“Jump? You don’t even crawl distantly within sight of a conclusion. I believe if you caught the cat with her head in the cream-jug you’d say it was conceivable that the jug was empty when she got there.”
“Well, it would be conceivable, wouldn’t it?”
“Curse you,” said Lord Peter. He screwed his monocle into his eye, and bent over the pillow, breathing hard and tightly through his nose. “Here, give me the tweezers,” he said presently. “Good heavens, man, don’t blow like that, you might be a whale.” He nipped up an almost invisible object from the linen.
“What is it?” asked Parker.
“It’s a hair,” said Wimsey grimly, his hard eyes growing harder. “Let’s go and look at Levy’s hats, shall we? And you might just ring for that fellow with the churchyard name, do you mind?”

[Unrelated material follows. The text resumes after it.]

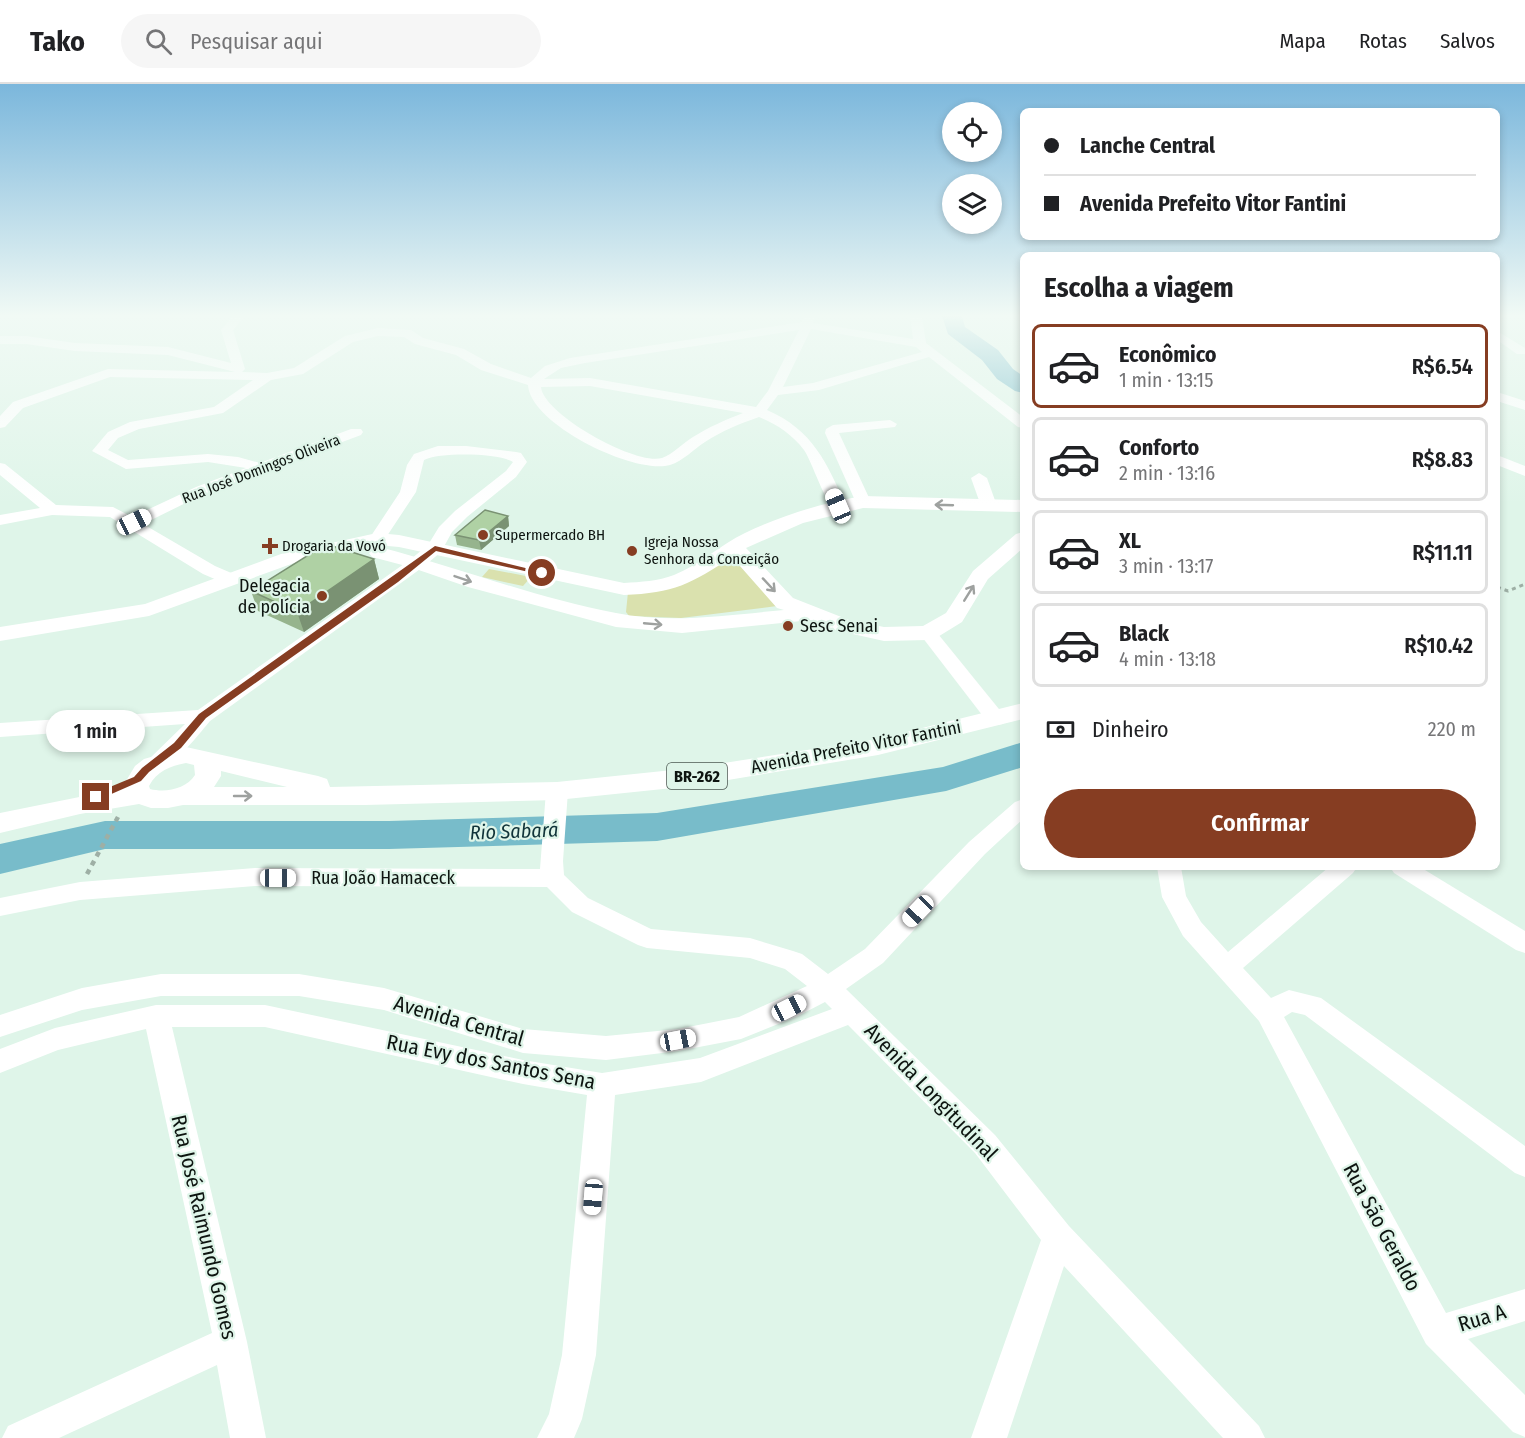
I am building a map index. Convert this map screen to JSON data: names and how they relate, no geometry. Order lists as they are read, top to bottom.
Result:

Mr. Graves, when summoned, found Lord Peter Wimsey squatting on the floor of the dressing-room before a row of hats arranged upside down before him.
“Here you are,” said that nobleman cheerfully. “Now, Graves, this is a guessin’ competition—a sort of three-hat trick, to mix metaphors. Here are nine hats, including three top-hats. Do you identify all these hats as belonging to Sir Reuben Levy? You do? Very good. Now I have three guesses as to which hat he wore the night he disappeared, and if I guess right, I win; if I don’t, you win. See? Ready? Go. I suppose you know the answer yourself, by the way?”
“Do I understand your lordship to be asking which hat Sir Reuben wore when he went out on Monday night, your lordship?”
“No, you don’t understand a bit,” said Lord Peter. “I’m asking if you know—don’t tell me, I’m going to guess.”
“I do know, your lordship,” said Mr. Graves, reprovingly.